11. Scrape down and clean the inside of the jar with a spatula then weigh the mixture down with a flat plate that fits inside the jar, with a weight on top (like a smaller jar filled with water and sealed).

12. Cover the jar with a muslin square or tea towel so it can breathe, and secure.

13. Leave to ferment in a warm place at around 20-25°C, If it’s cooler then it will just take longer.

14. Check and taste daily, making sure the vegetables are always submerged in the brine. Depending on your taste and the room temperature, this can take around 3-14 days. It’s ready when it tastes sour and tangy.

15. Pack tightly into warm, dry sterilised jar leaving a 5mm gap between the top of the vegetables and the rim and seal.

Shelf-life: keeps for up to 6-8 months unopened in a cool, dark cupboard. Once opened, keep in the fridge and eat within 4-6 weeks.

© Philippa Langley/Square Peg

Posh piccalilli

I call this posh piccalilli because I love to add heritage vegetables, such as purple, yellow and red carrots to the mix. You can also use romanesco, broccoli, mooli (daikon radish) or podded peas for extra colour and crunch – experiment to make a gorgeously vibrant pickle.

Makes: 6-7 x 300ml jars

How to eat: an Anglo-Indian classic – eat with cheddar on crackers or in a sandwich

Top tip: the key to this recipe is to dry the salted vegetables thoroughly so excess water doesn’t ruin the thickened sauce once in the jars.

Ingredients

1.2kg selection of 6 vegetables: cauliflower, romanesco, mooli, courgette, cucumber, green beans, fresh peas, heritage carrots, shallots, red/yellow/green peppers, fresh corn kernels

2 tbsp salt

1 tsp coriander seeds

1 tsp cumin seeds

1 tbsp yellow mustard seeds

450g cornflour

2 tsp ground turmeric

2 tsp yellow mustard powder

600ml cider vinegar

150g granulated sugar

4 tbsp honey

Method

1. Prepare the vegetables by cutting them into small, similar-sized pieces (about 2.5cm each is ideal). Put in a bowl, sprinkle with the salt, making sure it is evenly distributed and leave at room temperature for at least 24 hours.

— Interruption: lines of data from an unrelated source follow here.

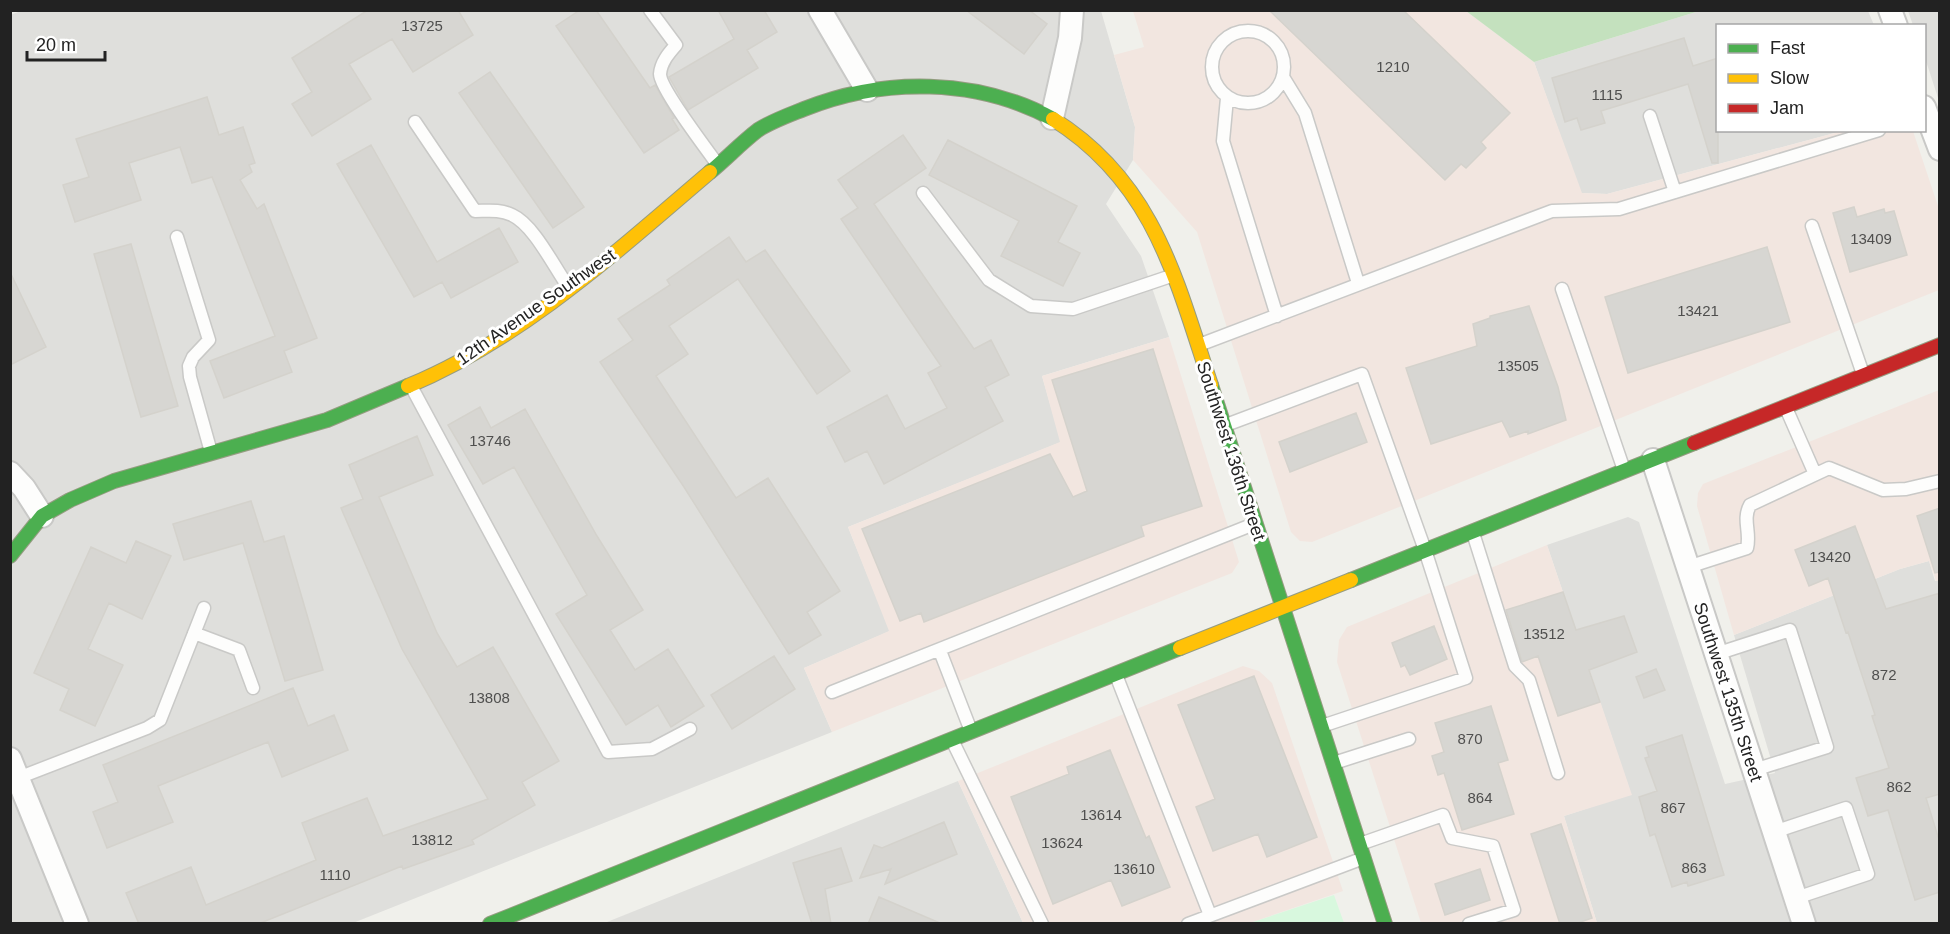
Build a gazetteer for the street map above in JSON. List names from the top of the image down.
{
  "streets": {
    "street": ["12th Avenue Southwest", "Southwest 136th Street", "Southwest 135th Street"]
  },
  "crossings": [
    ["12th Avenue Southwest", "Southwest 136th Street"]
  ],
  "house_numbers": [
    "13725",
    "1210",
    "1115",
    "13409",
    "13421",
    "13505",
    "13746",
    "13420",
    "13512",
    "872",
    "13808",
    "870",
    "862",
    "864",
    "867",
    "13614",
    "13812",
    "13624",
    "863",
    "13610",
    "1110"
  ],
  "legend": ["Fast", "Slow", "Jam"],
  "scale_bar": "20 m"
}
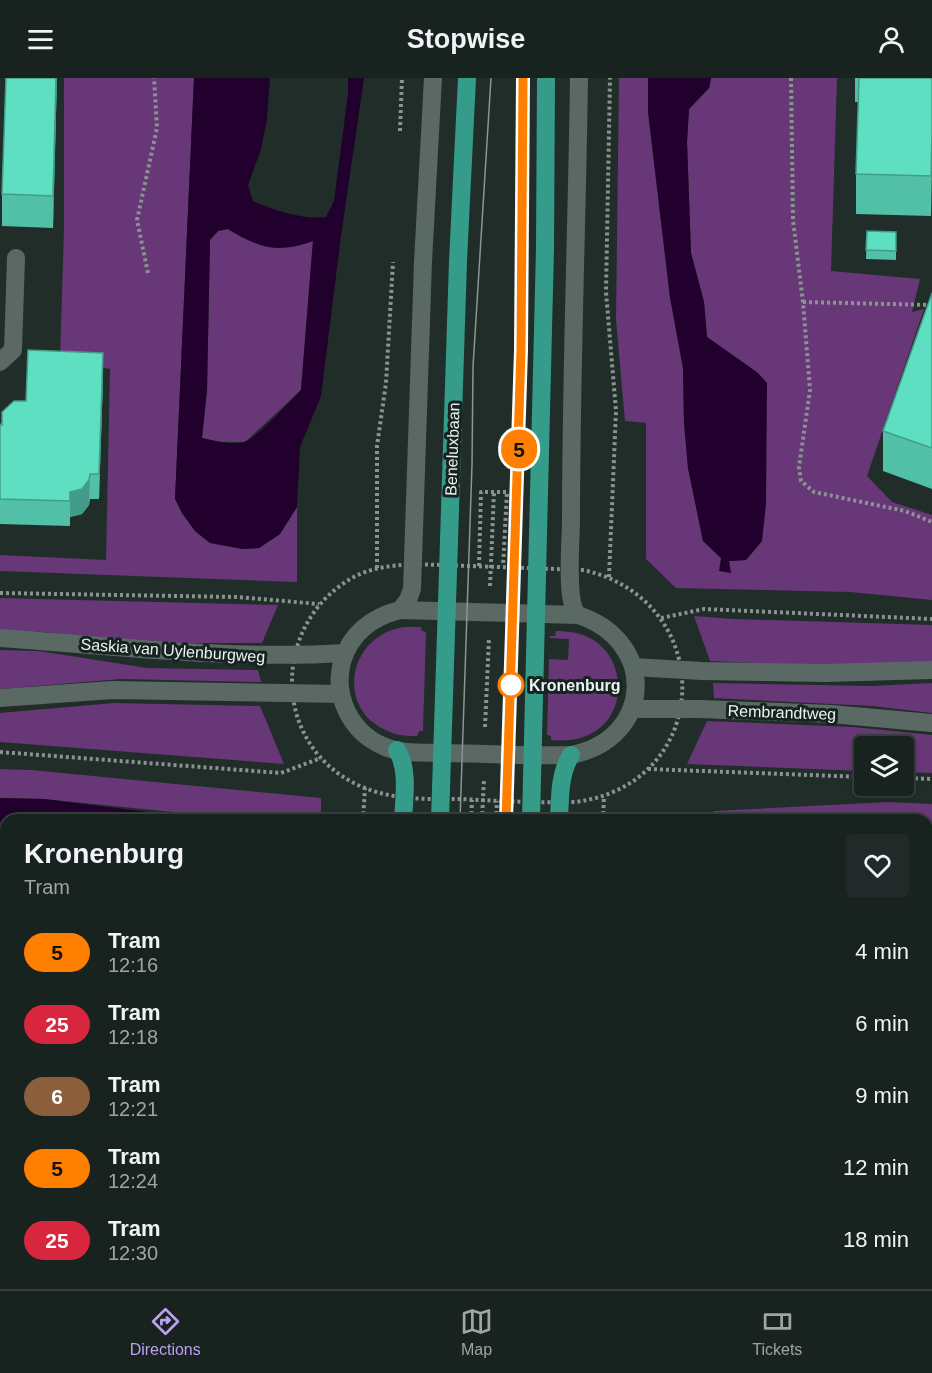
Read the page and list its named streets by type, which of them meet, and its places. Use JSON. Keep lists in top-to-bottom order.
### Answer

2. The next day, rinse the vegetables with ice-cold water, drain and dry thoroughly, either in a salad spinner if you have one, or by patting dry with kitchen paper.

3. Blend or crush together the coriander, cumin and mustard seeds. Put in a bowl with the cornflour, turmeric and mustard powder then stir in a little of the vinegar to make a paste.

4. Bring the remainder of the vinegar, the sugar and honey to a gentle simmer in a medium, stainless steel pan, slowly dissolving the sugar.

5. Add a ladle of this warm vinegar to the spice paste and mix well.

6. Slowly pour this sloppy paste into the pan of vinegar on the heat, stirring as you pour.

7. Bring to a simmer, stirring, allowing the cornflour to thicken the mixture until it is a bit like a thick pancake batter.

8. Remove from the heat, add the dry vegetables and stir until well coated with the vegetables.

9. Pack the piccalilli into warm, dry sterilised jars, filling them to about 5mm below the rim and seal.

10. Can be eaten straight away but is best kept sealed in a cool, dark place for 3-4 weeks to allow the spices to infuse into the vegetables and for the sharpness of the vinegar to mellow

Shelf-life: keeps unopened for up to a year. Once opened, keep refrigerated and eat within 4 weeks.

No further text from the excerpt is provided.